Supplied data:
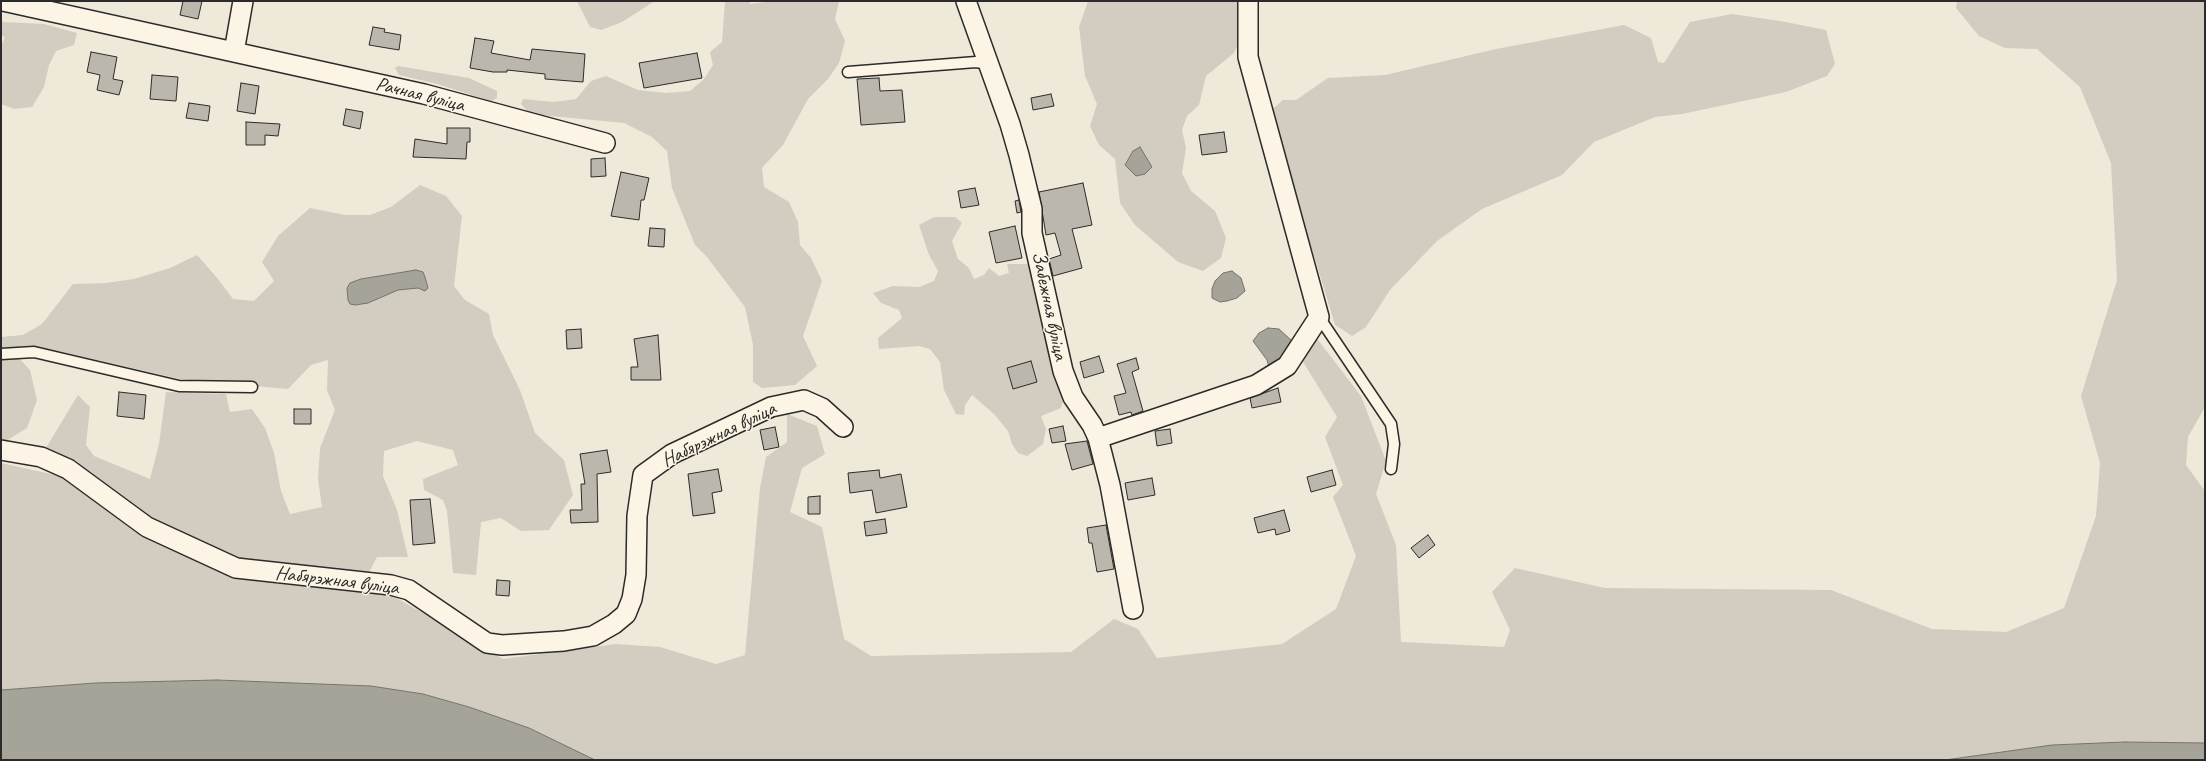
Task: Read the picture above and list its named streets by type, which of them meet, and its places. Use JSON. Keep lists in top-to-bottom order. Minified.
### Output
{"streets":{"street":["Рачная вуліца","Забежная вуліца","Набярэжная вуліца"]}}
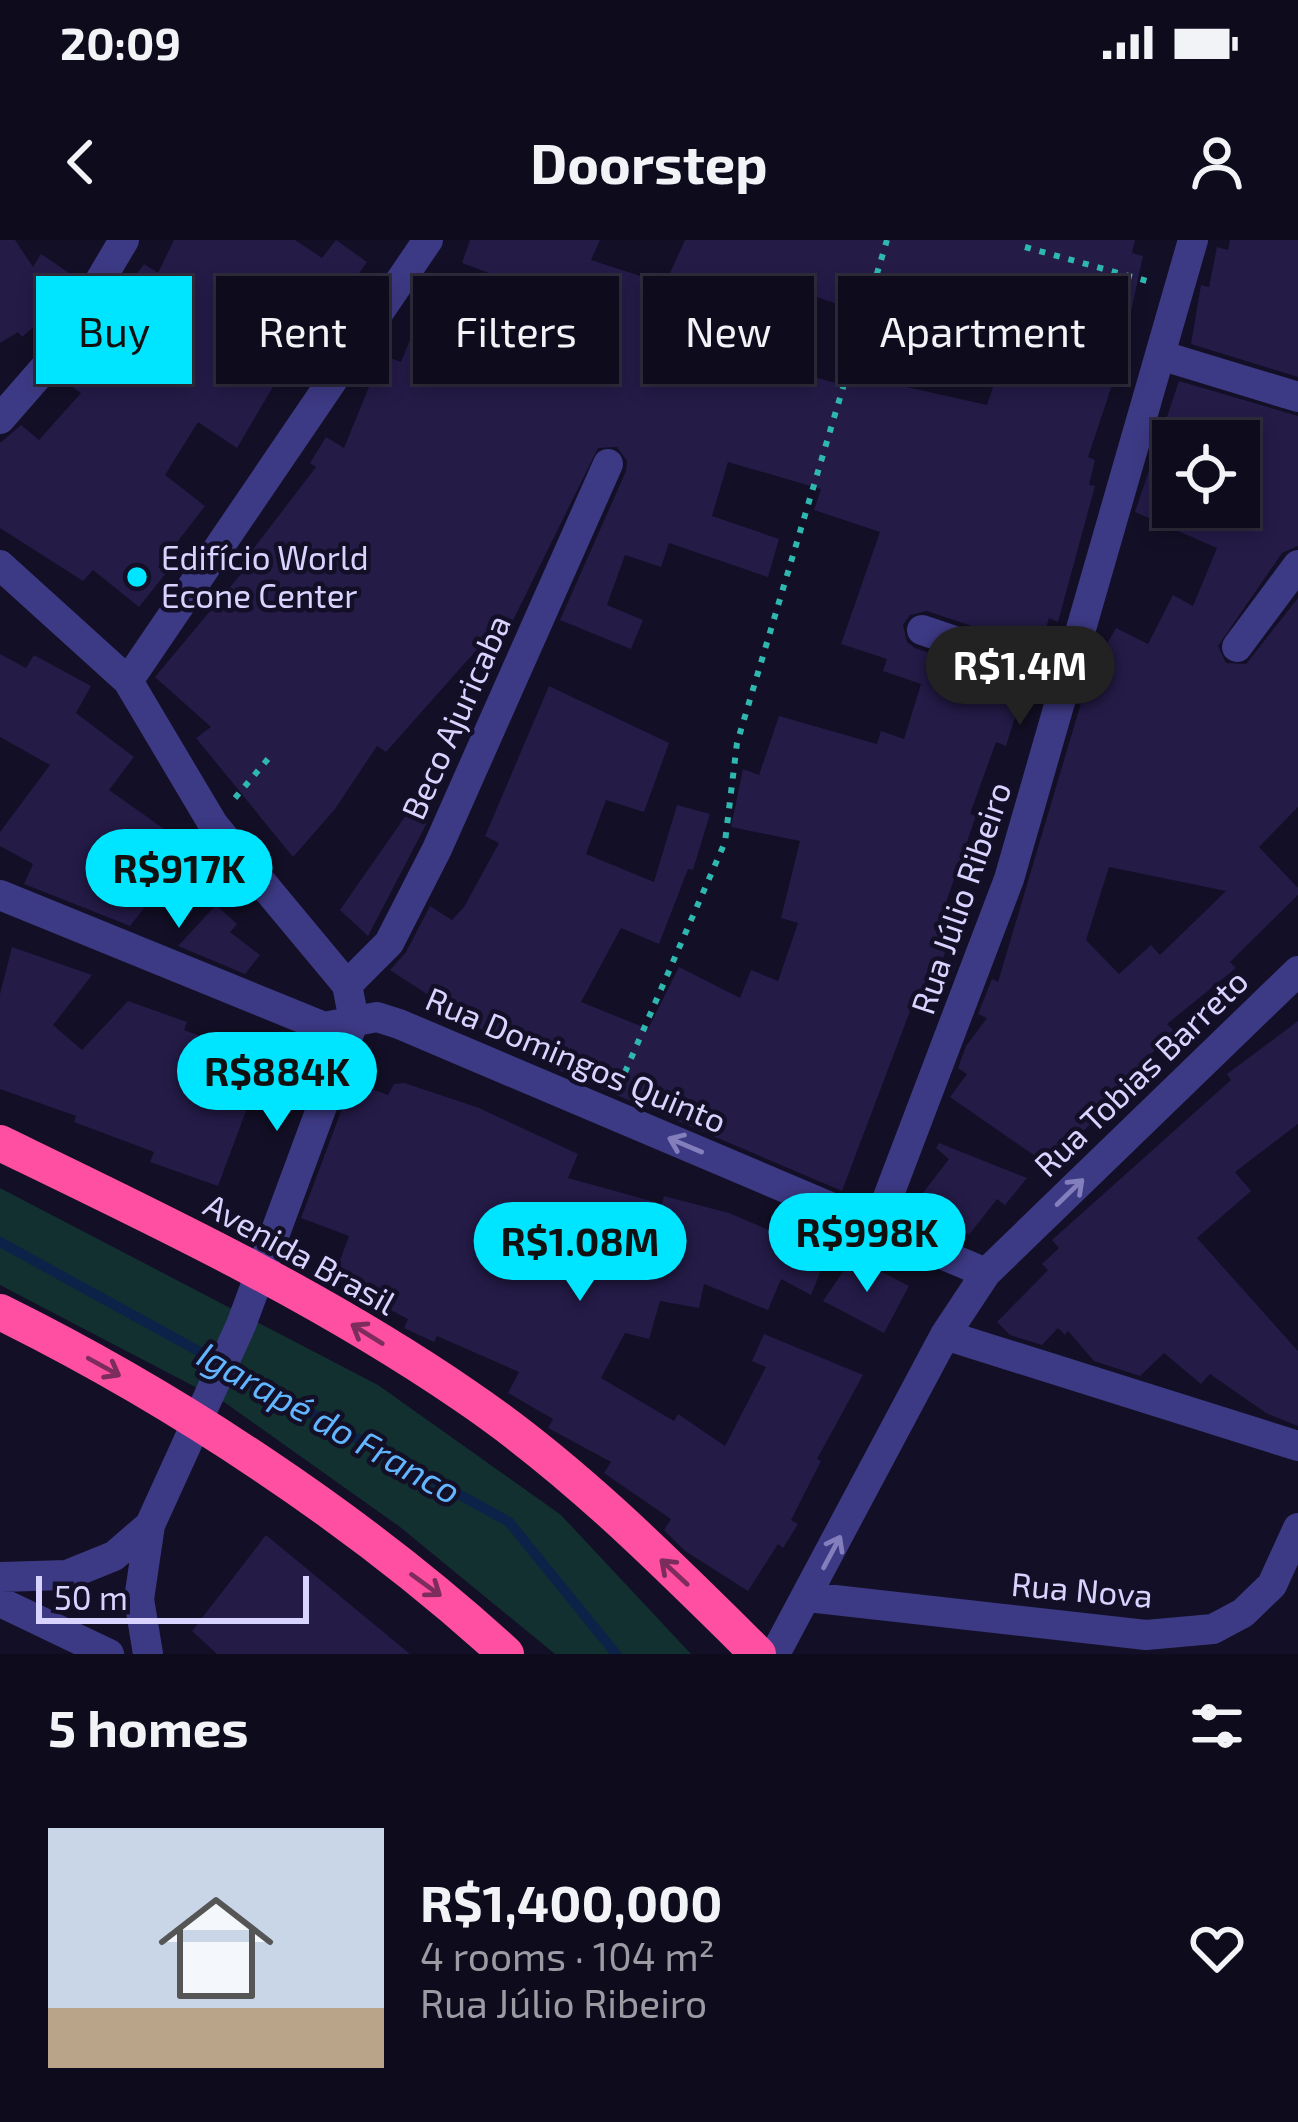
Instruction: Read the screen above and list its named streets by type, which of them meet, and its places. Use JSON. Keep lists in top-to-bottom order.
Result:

Directions for this task:
An exact reproduction of the material above is needed, without its pictures.

Response to the exercise:
Task: Read the picture above and list its named streets by type, which of them meet, and its places. Use JSON. Keep lists in top-to-bottom order. Minified.
### Output
{"streets":{"street":["Рачная вуліца","Забежная вуліца","Набярэжная вуліца"]}}
Instruction: Read the screen above and list its named streets by type, which of them meet, and its places. Use JSON. Keep lists in top-to-bottom order.
Result:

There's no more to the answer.